The conclusion of the model that aggregation peak corresponds to the peak in aggregate size, while assuming that the adhering properties of single platelets do not change, can be tested by means of flow cytometry. The prediction that the aggregation peak corresponds to an increase in aggregate size, was investigated by comparison between side scattering-forward scattering dot plots of samples taken from the aggregometer (Fig. 3, S5). The distribution of fluorescence intensity (that we assume to mimic the distribution of aggregate sizes) appeared to have several characteristic ranges. At the aggregation curve maximum, about 60% of platelets remained single, 25% were in small aggregates of 2–4 cells, and 15% were in large aggregates of 4–8 cells.
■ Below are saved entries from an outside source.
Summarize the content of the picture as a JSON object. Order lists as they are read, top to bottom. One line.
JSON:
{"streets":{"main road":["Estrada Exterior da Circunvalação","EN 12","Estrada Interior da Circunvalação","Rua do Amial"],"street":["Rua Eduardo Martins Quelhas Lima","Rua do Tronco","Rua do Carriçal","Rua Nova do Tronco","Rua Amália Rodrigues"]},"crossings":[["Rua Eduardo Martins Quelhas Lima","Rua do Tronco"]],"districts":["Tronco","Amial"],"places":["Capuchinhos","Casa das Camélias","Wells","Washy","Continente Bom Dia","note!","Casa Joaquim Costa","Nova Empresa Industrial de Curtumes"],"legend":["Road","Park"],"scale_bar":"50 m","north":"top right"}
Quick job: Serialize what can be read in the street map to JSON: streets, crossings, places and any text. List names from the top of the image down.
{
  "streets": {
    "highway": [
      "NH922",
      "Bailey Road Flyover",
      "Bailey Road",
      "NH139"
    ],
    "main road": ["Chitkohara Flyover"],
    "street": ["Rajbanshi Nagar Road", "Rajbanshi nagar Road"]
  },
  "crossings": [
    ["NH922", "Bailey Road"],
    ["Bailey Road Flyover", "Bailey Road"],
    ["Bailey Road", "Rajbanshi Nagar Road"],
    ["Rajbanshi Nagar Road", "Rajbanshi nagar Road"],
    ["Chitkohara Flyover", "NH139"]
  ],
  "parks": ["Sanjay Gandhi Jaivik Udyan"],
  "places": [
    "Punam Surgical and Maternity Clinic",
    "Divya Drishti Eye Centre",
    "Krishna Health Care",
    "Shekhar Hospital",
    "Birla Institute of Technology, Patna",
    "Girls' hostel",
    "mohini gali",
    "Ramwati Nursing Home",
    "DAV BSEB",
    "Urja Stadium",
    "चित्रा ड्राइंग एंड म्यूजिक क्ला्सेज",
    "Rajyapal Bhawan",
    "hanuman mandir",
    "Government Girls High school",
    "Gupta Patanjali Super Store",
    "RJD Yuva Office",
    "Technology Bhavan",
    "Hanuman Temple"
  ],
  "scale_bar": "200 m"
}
After that, the small aggregates began to disappear, while the large ones seemed even to increase in size (up to 10–20 cells). The large aggregates disappeared completely over the further course of disaggregation (Fig. 3), and only a small number of smaller aggregates remained. To support this conclusion, we also performed dark-field microscopy of samples from the aggregometry cuvette at various time points and confirmed that large aggregates appear in the cuvette only at the peak of aggregation (Fig. S6). In addition, we have extended the model to describe dynamics of aggregates of various sizes. It contains the same number of unknown parameters, but increased number of variables. This model demonstrates, that at the aggregational peak most platelets are in aggregates of size 2–10 and only a few in aggregates conformed of >10 cells. All these data lead us to the conclusion that size distribution of platelets is only significant in small range (1–10) and so does not dramatically affect the model, described in (1–3) (Fig. S7).

Figure 3

Flow cytometry estimation of aggregate sizes during aggregometry test. Aggregation of washed loaded with Fura Red human platelets in Tyrode’s calcium buffer (3·105/µl) in the presence of 200 µg/ml human fibrinogen was stimulated with 2.5 µM ADP. Samples of the aggregating mixture were taken at points indicated as (A–D) on the aggregation curve (A) and immediately analyzed by flow cytometry. Relative platelet size was measured as ratio of signal in FL-3 (Fura-Red) and mean FL-3 fluorescence of single platelets. One typical aggregation curves out of n = 3 for this donor, similar results were obtained for n = 2 another donors.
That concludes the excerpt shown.